The building site has been affected by several delays and cost increases, including an eight-month delay last year when the original construction company, Salta Constructions, stopped work over in early 2010.

Building company Probuild took over construction in September 2010 and the receivers said it was making good progress, with the building scheduled to be completed by July this year.

In a statement, Saracen Properties, the parent company of Westgem, said it did not believe the appointment of receivers was necessary given the strong financial metrics of the project.

It added it had put forward a number of commercial proposals to BankWest which were being considered before receivers were called in.

The project is 80 per cent complete, and Saracen said it is fully funded for completion.

A spokesman for Bankwest said they were still looking at moving into the building early next year.

“Our overriding priority is to work closely with all our customers on a case-by-case basis to try and assist them with any difficulties that they may be experiencing, as we have done in the case of Westgem Investments.

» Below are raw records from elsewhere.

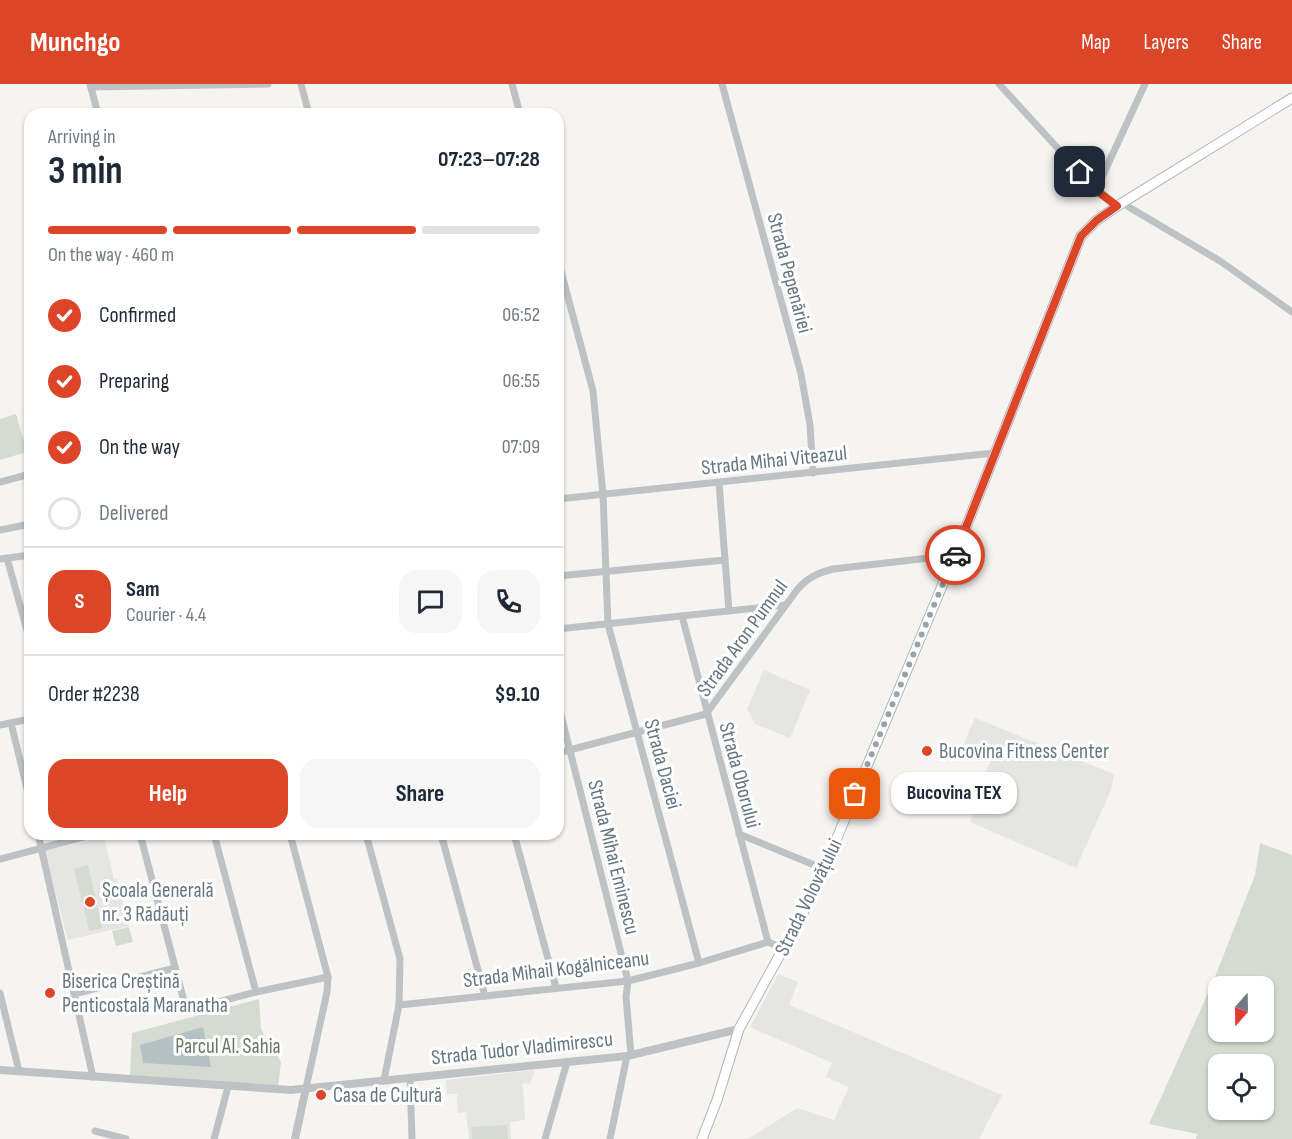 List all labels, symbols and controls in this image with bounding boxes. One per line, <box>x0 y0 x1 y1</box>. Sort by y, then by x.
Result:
text: Munchgo <box>30 26 121 59</box>
text: Map <box>1081 30 1110 55</box>
text: Layers <box>1143 30 1189 55</box>
text: Share <box>1222 30 1262 55</box>
text: Arriving in <box>48 125 116 149</box>
text: 07:23–07:28 <box>438 146 540 173</box>
pin <box>1054 146 1105 197</box>
text: 3 min <box>48 148 123 195</box>
icon: home <box>1063 155 1096 188</box>
street label: Strada Pepenăriei <box>762 210 818 336</box>
text: On the way · 460 m <box>48 243 174 267</box>
icon: check <box>48 299 81 332</box>
text: Confirmed <box>99 302 176 329</box>
text: 06:52 <box>502 303 540 327</box>
icon: check <box>48 365 81 398</box>
text: Preparing <box>99 368 169 395</box>
text: 06:55 <box>503 369 540 393</box>
icon: check <box>48 431 81 464</box>
text: On the way <box>99 434 180 461</box>
text: 07:09 <box>502 435 540 459</box>
street label: Strada Mihai Viteazul <box>700 440 848 481</box>
text: Delivered <box>99 500 168 527</box>
courier <box>925 525 985 585</box>
icon: car <box>939 539 972 572</box>
button: chat <box>399 570 462 633</box>
button: phone <box>477 570 540 633</box>
street label: Strada Aron Pumnul <box>692 575 793 702</box>
text: Sam <box>126 576 160 603</box>
text: S <box>75 588 84 615</box>
text: Courier · 4.4 <box>126 603 206 627</box>
text: Order #2238 <box>48 681 140 708</box>
text: $9.10 <box>494 681 540 708</box>
street label: Strada Daciei <box>639 716 687 812</box>
street label: Strada Oborului <box>713 719 766 831</box>
place label: Bucovina Fitness Center <box>939 739 1109 764</box>
marker: Bucovina Fitness Center <box>920 744 934 758</box>
button: Help <box>48 759 288 828</box>
button: Share <box>300 759 540 828</box>
pin <box>829 768 880 819</box>
callout: Bucovina TEX <box>891 773 1017 815</box>
street label: Strada Mihai Eminescu <box>582 777 645 937</box>
icon: bag <box>838 777 871 810</box>
text: Bucovina TEX <box>907 781 1001 805</box>
street label: Strada Volovățului <box>769 835 848 960</box>
place label: Școala Generală nr. 3 Rădăuți <box>102 878 214 927</box>
marker: Școala Generală nr. 3 Rădăuți <box>83 895 97 909</box>
street label: Strada Mihail Kogălniceanu <box>462 946 651 993</box>
place label: Biserica Creștină Penticostală Maranatha <box>62 969 228 1018</box>
north arrow <box>1208 976 1274 1042</box>
map controls <box>1208 976 1274 1120</box>
marker: Biserica Creștină Penticostală Maranatha <box>43 986 57 1000</box>
street label: Strada Tudor Vladimirescu <box>430 1027 614 1070</box>
park label: Parcul Al. Sahia <box>175 1034 281 1059</box>
button: locate <box>1208 1054 1274 1120</box>
place label: Casa de Cultură <box>333 1083 442 1108</box>
marker: Casa de Cultură <box>314 1088 328 1102</box>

“Bankwest also confirms it is the head tenant for the commercial tower in Raine Square and is excited about moving into our new headquarters.

“Our planned move is scheduled for early 2012 and we expect that the appointment of receiver and managers will cause no delays to this timetable.”

The building has 44,000sqm of office space – all of it already leased to BankWest which plans to move some 3000 employees into the 20-storey tower next year – and 13,000sqm of retail space, which has pre-leasing commitments of 70 per cent.

There will also be a 227-bay car park and a 650-seat food court.

Tunnel works that will connect the building to the new William Street train station are anticipated to be completed in 2012.